- Nodar Managadze
- Born: 19 March 1943 Tbilisi, Georgian SSR, Soviet Union
- Died: 27 November 2006 (aged 63) Tbilisi, Georgia
- Occupations: Film director, screenwriter, producer
- Years active: 1965–2001

= Nodar Managadze =

Georgian film director (1943–2006)

Nodar Shotas dze Managadze (ნოდარ მანაგაძე; 19 March 1943 – 27 November 2006) was a Georgian film director, screenwriter and producer. He directed the 2001 film The Migration of the Angel, which was Georgia's submission for the Academy Award for Best Foreign Language Film, and was named an Honoured Art Worker of the Georgian SSR in 1980.
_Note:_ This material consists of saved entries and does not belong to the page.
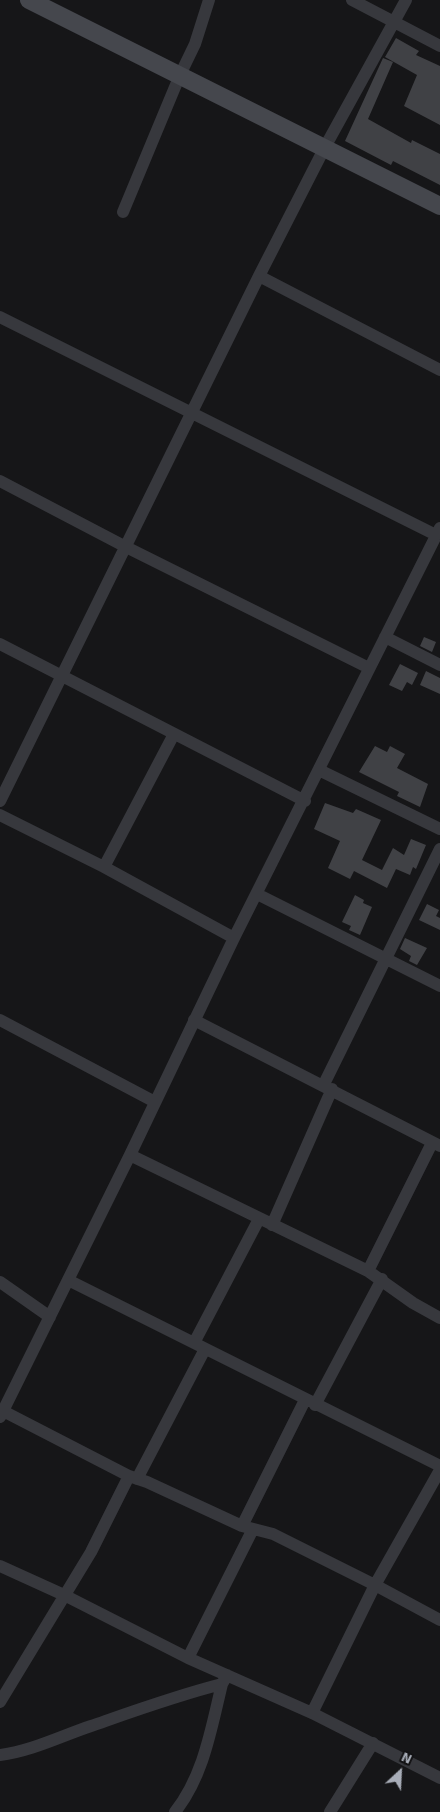 <!DOCTYPE html>
<style>
body{margin:0}
#map{position:relative;width:440px;height:1812px;overflow:hidden;background:#161618;font-family:Signika,sans-serif}
canvas{display:block}
.north{position:absolute;left:375px;top:1747px;width:50px;height:50px;-webkit-text-stroke:4px #111113;paint-order:stroke;rotate:25deg;font-size:14px;font-weight:700;line-height:20px;text-align:center;color:#a8adb8}
.north::after{content:'';display:block;margin:auto;width:18px;height:22px;background:#a8adb8;clip-path:polygon(50% 0,100% 100%,50% 72%,0 100%)}
</style>
<div id="map">
<canvas width="440" height="1812"></canvas>
<div class="north">N</div>
</div>
<script>
const c = document.querySelector('canvas').getContext('2d');
c.lineJoin = 'round';
function fill(path, color) {
  c.fillStyle = color;
  c.fill(path, 'evenodd');
}
function trace(path, color, width, dash) {
  c.strokeStyle = color;
  c.lineWidth = width;
  c.lineCap = dash ? 'butt' : 'round';
  c.setLineDash(dash || []);
  c.stroke(path);
}
fill(new Path2D(`
 M396,38L419,51L416,55L440,66V125L404,106L417,75L385,57Z
 M383,58L393,62L368,119L411,143L412,140L440,154V185L393,161L391,165L345,141Z
 M424,637L436,642L432,652L420,646Z
 M400,664L418,673L412,685L407,682L402,691L389,685Z
 M426,671L440,678V694L420,685Z
 M375,746L387,752L390,746L405,754L397,768L428,784L420,807L397,796L399,792L359,772Z
 M325,803L353,813L356,809L381,820L362,860L382,870L393,848L404,855L411,839L426,845L416,869L413,867L410,875L396,869L387,888L354,871L350,879L328,868L340,841L314,829Z
 M355,895L364,900L363,903L372,907L360,935L349,930L351,926L342,922Z
 M427,904L439,910L436,916L440,918V930L419,920Z
 M405,938L427,948L417,965L409,961L411,956L400,949Z`), '#404145');
trace(new Path2D(`
 M352,0L440,46
 M123,212L180,75L195,44L209,0
 M259,276L440,370
 M0,317L436,535
 M0,481L126,547L369,668
 M385,637L440,665
 M0,644L305,801
 M319,770L440,829
 M0,801L259,276L325,147L406,0
 M0,815L104,867L234,938
 M104,867L174,734
 M257,894L440,986
 M0,1020L155,1102
 M194,1020L440,1146
 M324,1084L440,849
 M130,1155L368,1271L413,1303L440,1318
 M272,1225L332,1089
 M368,1271L432,1143
 M68,1280L440,1466
 M0,1282L50,1317
 M194,1343L259,1219
 M315,1405L382,1279
 M3,1411L129,1476L147,1482L242,1526L273,1534L375,1585L440,1620
 M0,1417L130,1155L234,938L440,528
 M137,1479L205,1349
 M242,1526L305,1400
 M0,1566L64,1595L188,1658L312,1713L440,1778
 M188,1658L253,1529
 M0,1702L91,1552L129,1476
 M312,1713L375,1585L440,1470
 M0,1755C32,1751 61,1736 91,1726C134,1711 178,1695 222,1684L227,1675
 M175,1812C204,1775 211,1729 222,1684
 M330,1812L373,1743`), '#37383d', 12);
trace(new Path2D(`
 M29,0L440,206`), '#45474d', 18);
</script>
== Early life and education ==
Managadze was born on 19 March 1943 in Tbilisi, the son of the film director Shota Managadze. In 1965 he graduated from the directing faculty of the Shota Rustaveli Theatre Institute in Tbilisi, where he studied in the workshop of Dimitri Aleksidze and Mikheil Tumanishvili.

== Career ==
From the mid-1960s Managadze worked as a director at the Georgian Film Studio. His first features, The Waiting (1969) and Tsutisopeli (1971), were co-directed with his father Shota Managadze; the latter won prizes at festivals in Tbilisi and Sorrento. He went on to direct films independently, among them The Story of Ivane Kotorashvili (1974, after Vazha-Pshavela), Ascension (1977), Hey, Maestro! (1987) and The Migration of the Angel (2001). He was the co-author of the screenplays of his own films and also worked as a producer. From 1988 he taught at Tbilisi State University and later at the Shota Rustaveli Theatre and Film University.

== Awards and honours ==
- Komsomol Prize of Georgia (1974)
- Honoured Art Worker of the Georgian SSR (1980)

== Death ==
Managadze died in Tbilisi on 27 November 2006.